Another weekend, another fight involving the Milwaukee Public Schools (MPS). The latest incident was a near-brawl that forced the early cancellation of a Rufus King – Riverside boys basketball game. Unfortunately, incidents like this reinforce the common outstate perception that Milwaukee is in a complete state of dysfunction.
I assure you, it is not.
Today, like every other day, thousands of Milwaukee residents are going about the daily minutiae of urban life without incident. While understandable that day-to-day life in Wisconsin’s biggest city does not generate headlines, it is an important point to remember when examining the very real problems facing Milwaukee.
School violence, persistently low-levels of K-12 achievement, black male unemployment, and co-sleeping deaths are all are symptoms of entrenched pockets of dysfunction that demand attention.
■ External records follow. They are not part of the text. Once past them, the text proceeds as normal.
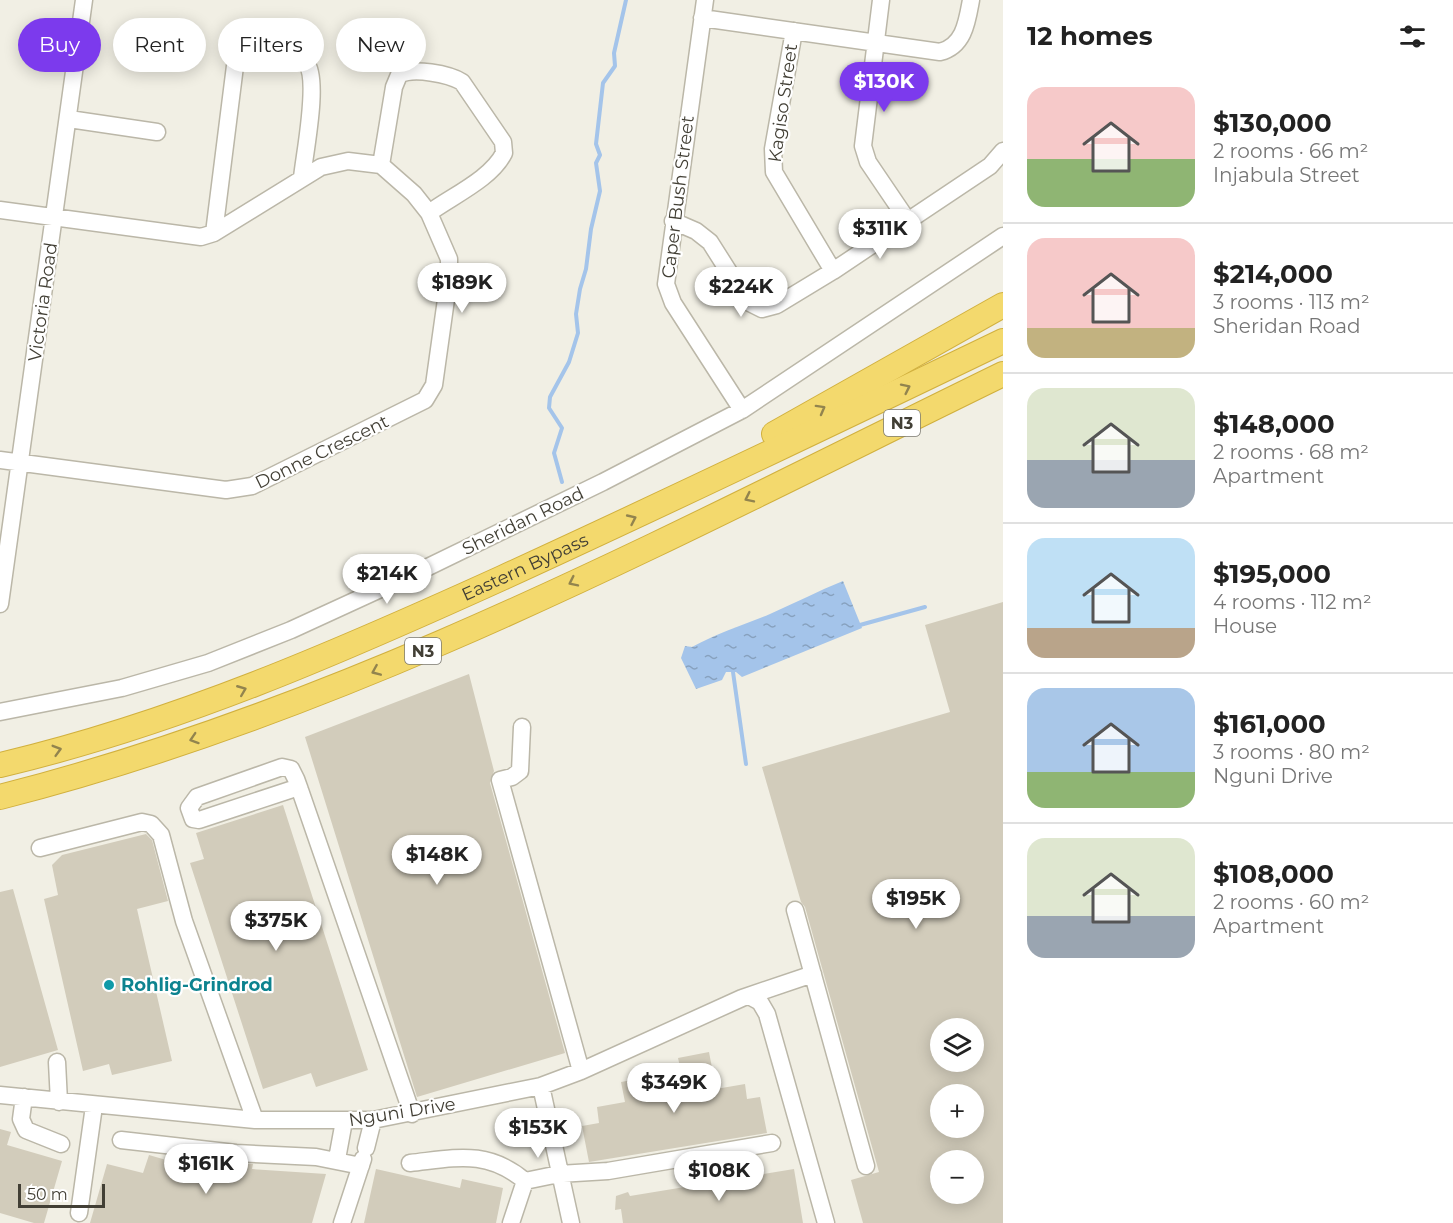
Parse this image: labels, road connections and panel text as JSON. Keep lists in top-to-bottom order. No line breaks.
{"streets":{"highway":["N3","Eastern Bypass"],"street":["Kagiso Street","Caper Bush Street","Victoria Road","Donne Crescent","Sheridan Road","Nguni Drive"]},"crossings":[["Caper Bush Street","Sheridan Road"],["Victoria Road","Donne Crescent"]],"places":["Rohlig-Grindrod"],"scale_bar":"50 m","page":{"heading":"12 homes","chip":["Buy","Rent","Filters","New"],"price":["$130K","$311K","$189K","$224K","$214K","$148K","$195K","$375K","$349K","$153K","$161K","$108K"],"list":[{"name":"$130,000","note":"2 rooms · 66 m² · Injabula Street"},{"name":"$214,000","note":"3 rooms · 113 m² · Sheridan Road"},{"name":"$148,000","note":"2 rooms · 68 m² · Apartment"},{"name":"$195,000","note":"4 rooms · 112 m² · House"},{"name":"$161,000","note":"3 rooms · 80 m² · Nguni Drive"},{"name":"$108,000","note":"2 rooms · 60 m² · Apartment"}],"map_buttons":["+","−"],"scale":"50 m"}}
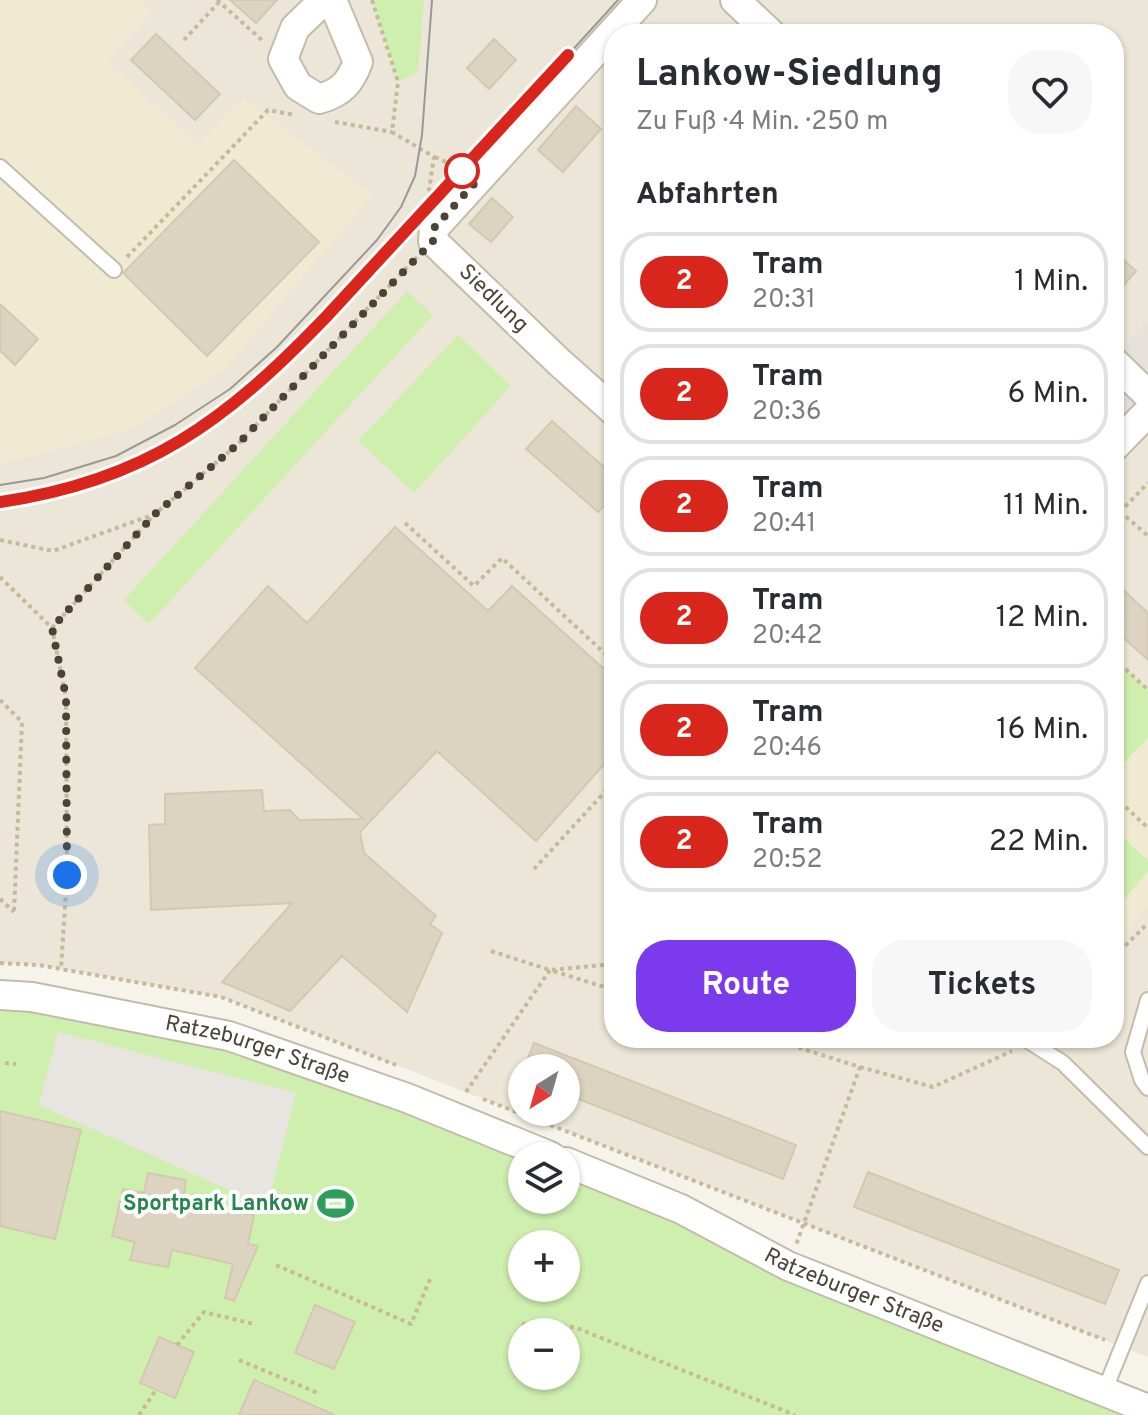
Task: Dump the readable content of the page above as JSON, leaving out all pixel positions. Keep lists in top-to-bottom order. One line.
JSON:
{"streets":{"street":["Siedlung","Ratzeburger Straße"]},"places":{"sports":["Sportpark Lankow"]},"lines":["tram line 2"],"north":"bottom left","page":{"heading":[["Lankow-Siedlung","Zu Fuß · 4 Min. · 250 m"],"Abfahrten"],"list":[{"mark":"2","name":"Tram","note":"20:31","value":"1 Min."},{"mark":"2","name":"Tram","note":"20:36","value":"6 Min."},{"mark":"2","name":"Tram","note":"20:41","value":"11 Min."},{"mark":"2","name":"Tram","note":"20:42","value":"12 Min."},{"mark":"2","name":"Tram","note":"20:46","value":"16 Min."},{"mark":"2","name":"Tram","note":"20:52","value":"22 Min."}],"buttons":["Route","Tickets"],"map_buttons":["+","−"]}}
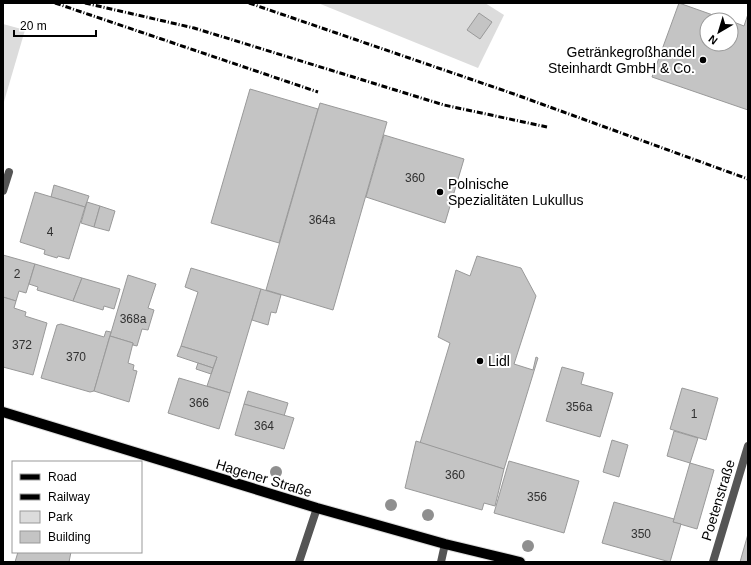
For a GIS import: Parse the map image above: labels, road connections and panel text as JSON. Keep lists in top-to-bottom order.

These pockets of dysfunction, however, do not define Milwaukee or its citizenry.
The city’s cultural attractions, neighborhoods, universities, and corporate centers are as much a part of Milwaukee as its social problems; which is why the recent criticism of Tom Barrett’s support of the residency rule for City of Milwaukee employees is misguided. The general critique is that Barrett would rather trap people in the city than work to make Milwaukee a place where people want to live. I am not often defending Mayor Barrett, but this line of criticism ignores a basic truth: People actually do want to live in the city.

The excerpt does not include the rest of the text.